I need to find the size of a file or a directory whatever given in the commandline using stat(). It works fine for the files (both relative and absolute paths) but when I give a
Yes. opendir() + loop on readdir()/stat() will give you the file/directory sizes which you can sum to get a total. If you have sub-directories you will also have to loop on those and the files within them.
To use du you could use the system() function. This only returns a result code to the calling program so you could save the results to a file and then read the file. The code would be something like,
system("du -sb dirname > du_res_file");
Then you can read the file du_res_file (assuming it has been created successfully) to get your answer. This would give the size of the directory + sub-directories + files in one go.
Im sorry, I missed it the first time, stat only gives the size of files, not directories:
These functions return information about a file. No permissions are required on the file itself, but-in the case of stat() and lstat() - execute (search) permission is required on all of the directories in path that lead to the file.

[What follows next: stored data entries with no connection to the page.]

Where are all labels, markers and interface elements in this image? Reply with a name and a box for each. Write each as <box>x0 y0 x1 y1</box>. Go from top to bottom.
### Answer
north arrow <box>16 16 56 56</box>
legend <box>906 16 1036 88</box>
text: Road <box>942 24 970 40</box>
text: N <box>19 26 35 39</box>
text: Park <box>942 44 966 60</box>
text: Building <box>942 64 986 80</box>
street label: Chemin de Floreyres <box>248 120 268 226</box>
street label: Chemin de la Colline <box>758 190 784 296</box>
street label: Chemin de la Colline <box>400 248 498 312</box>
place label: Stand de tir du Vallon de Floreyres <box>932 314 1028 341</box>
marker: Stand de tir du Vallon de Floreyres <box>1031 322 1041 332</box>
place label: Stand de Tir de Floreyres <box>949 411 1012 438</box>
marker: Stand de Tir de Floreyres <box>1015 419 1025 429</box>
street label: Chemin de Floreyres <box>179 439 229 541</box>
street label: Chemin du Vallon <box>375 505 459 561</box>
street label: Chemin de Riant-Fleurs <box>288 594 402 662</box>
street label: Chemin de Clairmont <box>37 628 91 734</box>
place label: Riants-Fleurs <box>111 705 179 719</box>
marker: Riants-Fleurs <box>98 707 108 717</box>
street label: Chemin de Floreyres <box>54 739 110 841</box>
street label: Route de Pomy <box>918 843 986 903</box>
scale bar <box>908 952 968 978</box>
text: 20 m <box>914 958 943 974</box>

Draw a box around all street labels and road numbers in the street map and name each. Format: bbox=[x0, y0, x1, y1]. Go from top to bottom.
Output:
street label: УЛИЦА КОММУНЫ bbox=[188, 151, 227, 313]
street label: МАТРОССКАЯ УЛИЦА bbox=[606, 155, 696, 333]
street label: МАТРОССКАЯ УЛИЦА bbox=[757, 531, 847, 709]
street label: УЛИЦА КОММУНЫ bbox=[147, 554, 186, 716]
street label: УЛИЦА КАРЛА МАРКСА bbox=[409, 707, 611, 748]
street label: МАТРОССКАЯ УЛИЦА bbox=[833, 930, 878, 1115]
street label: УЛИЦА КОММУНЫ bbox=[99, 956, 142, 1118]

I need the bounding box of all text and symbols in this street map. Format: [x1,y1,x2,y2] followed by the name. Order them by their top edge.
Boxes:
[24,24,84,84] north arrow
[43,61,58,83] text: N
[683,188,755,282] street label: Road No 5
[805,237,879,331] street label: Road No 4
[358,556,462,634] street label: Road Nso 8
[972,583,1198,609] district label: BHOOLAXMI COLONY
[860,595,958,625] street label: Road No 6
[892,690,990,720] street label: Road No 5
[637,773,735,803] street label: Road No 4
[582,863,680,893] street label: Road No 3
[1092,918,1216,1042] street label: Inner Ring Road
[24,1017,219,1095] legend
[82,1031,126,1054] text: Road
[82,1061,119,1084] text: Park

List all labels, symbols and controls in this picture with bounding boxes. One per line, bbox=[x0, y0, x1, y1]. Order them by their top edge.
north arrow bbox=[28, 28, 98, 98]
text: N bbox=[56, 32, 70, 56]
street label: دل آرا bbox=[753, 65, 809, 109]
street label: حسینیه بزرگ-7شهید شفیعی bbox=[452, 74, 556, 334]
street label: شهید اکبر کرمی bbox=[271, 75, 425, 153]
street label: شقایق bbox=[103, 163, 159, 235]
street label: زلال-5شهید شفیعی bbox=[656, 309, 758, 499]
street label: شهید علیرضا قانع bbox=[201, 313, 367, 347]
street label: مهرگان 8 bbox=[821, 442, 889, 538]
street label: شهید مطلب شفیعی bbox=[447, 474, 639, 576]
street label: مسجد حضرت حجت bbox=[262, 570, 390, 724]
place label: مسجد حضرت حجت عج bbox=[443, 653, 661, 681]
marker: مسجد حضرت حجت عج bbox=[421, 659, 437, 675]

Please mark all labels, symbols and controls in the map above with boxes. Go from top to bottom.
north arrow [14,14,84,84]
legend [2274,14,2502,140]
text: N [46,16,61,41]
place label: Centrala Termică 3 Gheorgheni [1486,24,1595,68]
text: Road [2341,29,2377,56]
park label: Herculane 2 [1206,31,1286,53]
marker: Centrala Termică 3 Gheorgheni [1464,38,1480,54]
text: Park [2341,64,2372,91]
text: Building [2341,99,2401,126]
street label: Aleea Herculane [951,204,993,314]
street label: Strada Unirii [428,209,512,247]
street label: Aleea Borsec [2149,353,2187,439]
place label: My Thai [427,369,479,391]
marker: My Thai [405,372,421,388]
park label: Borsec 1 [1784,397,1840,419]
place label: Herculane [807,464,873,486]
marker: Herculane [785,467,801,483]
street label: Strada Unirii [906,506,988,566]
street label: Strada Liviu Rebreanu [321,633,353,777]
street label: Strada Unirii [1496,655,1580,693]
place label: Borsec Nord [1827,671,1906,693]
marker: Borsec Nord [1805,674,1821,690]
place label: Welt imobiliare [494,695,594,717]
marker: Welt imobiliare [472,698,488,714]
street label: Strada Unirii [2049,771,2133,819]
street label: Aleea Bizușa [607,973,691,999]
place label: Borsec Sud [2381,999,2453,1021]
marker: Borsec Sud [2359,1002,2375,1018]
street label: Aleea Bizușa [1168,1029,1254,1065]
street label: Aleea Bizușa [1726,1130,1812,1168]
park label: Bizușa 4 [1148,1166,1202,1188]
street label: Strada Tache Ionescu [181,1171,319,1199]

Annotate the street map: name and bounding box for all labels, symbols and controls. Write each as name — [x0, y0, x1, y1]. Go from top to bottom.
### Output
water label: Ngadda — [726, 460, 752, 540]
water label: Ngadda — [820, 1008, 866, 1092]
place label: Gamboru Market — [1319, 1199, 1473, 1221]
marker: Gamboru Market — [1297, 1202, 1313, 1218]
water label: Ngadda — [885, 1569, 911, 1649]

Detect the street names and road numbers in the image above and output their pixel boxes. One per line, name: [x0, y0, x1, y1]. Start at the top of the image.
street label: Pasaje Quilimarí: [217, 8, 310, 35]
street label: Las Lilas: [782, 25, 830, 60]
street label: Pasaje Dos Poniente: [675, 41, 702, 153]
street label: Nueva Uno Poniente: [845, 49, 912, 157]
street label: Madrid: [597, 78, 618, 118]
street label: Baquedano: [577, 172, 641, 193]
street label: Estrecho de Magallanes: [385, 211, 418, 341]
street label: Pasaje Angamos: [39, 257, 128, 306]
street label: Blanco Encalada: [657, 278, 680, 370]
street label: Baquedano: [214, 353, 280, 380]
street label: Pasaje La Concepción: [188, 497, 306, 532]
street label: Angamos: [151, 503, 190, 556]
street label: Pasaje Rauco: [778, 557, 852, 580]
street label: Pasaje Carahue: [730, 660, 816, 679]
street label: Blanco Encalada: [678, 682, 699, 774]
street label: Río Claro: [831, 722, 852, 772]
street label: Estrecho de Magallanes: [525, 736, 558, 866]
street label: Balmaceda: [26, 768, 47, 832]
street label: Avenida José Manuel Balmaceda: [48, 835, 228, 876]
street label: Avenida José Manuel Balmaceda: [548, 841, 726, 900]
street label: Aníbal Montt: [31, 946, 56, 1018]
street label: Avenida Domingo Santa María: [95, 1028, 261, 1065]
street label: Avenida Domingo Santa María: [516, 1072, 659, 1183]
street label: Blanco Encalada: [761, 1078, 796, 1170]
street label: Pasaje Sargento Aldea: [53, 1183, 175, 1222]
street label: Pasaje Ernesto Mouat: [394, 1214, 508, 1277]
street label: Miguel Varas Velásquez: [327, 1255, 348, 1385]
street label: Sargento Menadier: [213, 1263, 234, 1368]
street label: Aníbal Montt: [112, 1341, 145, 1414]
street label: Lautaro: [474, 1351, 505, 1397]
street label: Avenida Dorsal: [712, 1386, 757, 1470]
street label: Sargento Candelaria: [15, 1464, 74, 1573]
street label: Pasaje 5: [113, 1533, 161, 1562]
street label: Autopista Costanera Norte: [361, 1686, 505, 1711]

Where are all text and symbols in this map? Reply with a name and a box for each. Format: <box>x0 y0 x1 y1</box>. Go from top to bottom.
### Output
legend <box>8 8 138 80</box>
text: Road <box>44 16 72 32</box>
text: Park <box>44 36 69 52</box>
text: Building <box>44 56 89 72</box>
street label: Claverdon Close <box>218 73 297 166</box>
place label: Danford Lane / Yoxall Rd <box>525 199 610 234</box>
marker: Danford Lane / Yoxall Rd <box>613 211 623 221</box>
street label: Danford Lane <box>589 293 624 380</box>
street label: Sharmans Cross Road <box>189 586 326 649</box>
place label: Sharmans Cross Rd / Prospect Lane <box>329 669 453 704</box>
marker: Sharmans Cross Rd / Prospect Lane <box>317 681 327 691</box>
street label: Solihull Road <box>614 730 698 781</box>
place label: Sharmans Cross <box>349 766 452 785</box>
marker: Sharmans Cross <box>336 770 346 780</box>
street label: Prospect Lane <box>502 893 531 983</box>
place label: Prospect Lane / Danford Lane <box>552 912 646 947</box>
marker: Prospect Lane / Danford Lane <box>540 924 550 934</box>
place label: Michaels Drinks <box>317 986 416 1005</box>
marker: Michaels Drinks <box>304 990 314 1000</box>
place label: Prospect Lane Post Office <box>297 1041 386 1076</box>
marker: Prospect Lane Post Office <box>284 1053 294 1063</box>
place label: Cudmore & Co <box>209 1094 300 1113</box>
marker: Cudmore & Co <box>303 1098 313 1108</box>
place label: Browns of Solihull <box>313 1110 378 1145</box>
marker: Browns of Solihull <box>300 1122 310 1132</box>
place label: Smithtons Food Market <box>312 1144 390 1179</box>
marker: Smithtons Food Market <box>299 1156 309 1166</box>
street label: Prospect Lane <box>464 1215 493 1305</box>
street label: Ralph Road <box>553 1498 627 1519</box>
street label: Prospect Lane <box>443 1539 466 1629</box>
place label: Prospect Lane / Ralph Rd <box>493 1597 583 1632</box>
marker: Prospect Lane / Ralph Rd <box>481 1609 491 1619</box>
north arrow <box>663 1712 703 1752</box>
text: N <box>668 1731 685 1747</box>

The st_size field gives the size of the file (if it is a regular file or a symbolic link) in bytes. The size of a symbolic link is the length of the pathname it contains, without a terminating null byte.
look at the man page on fstat/stat
stat()
on a directory doesn't return the sum of the file sizes in it. The size field represents how much space it taken by the directory entry instead, and it varies depending on a few factors. If you want to know how much space is taken by all files below a specific directory, then you have to recurse down the tree, adding up the space taken by all files. This is how tools like du
work.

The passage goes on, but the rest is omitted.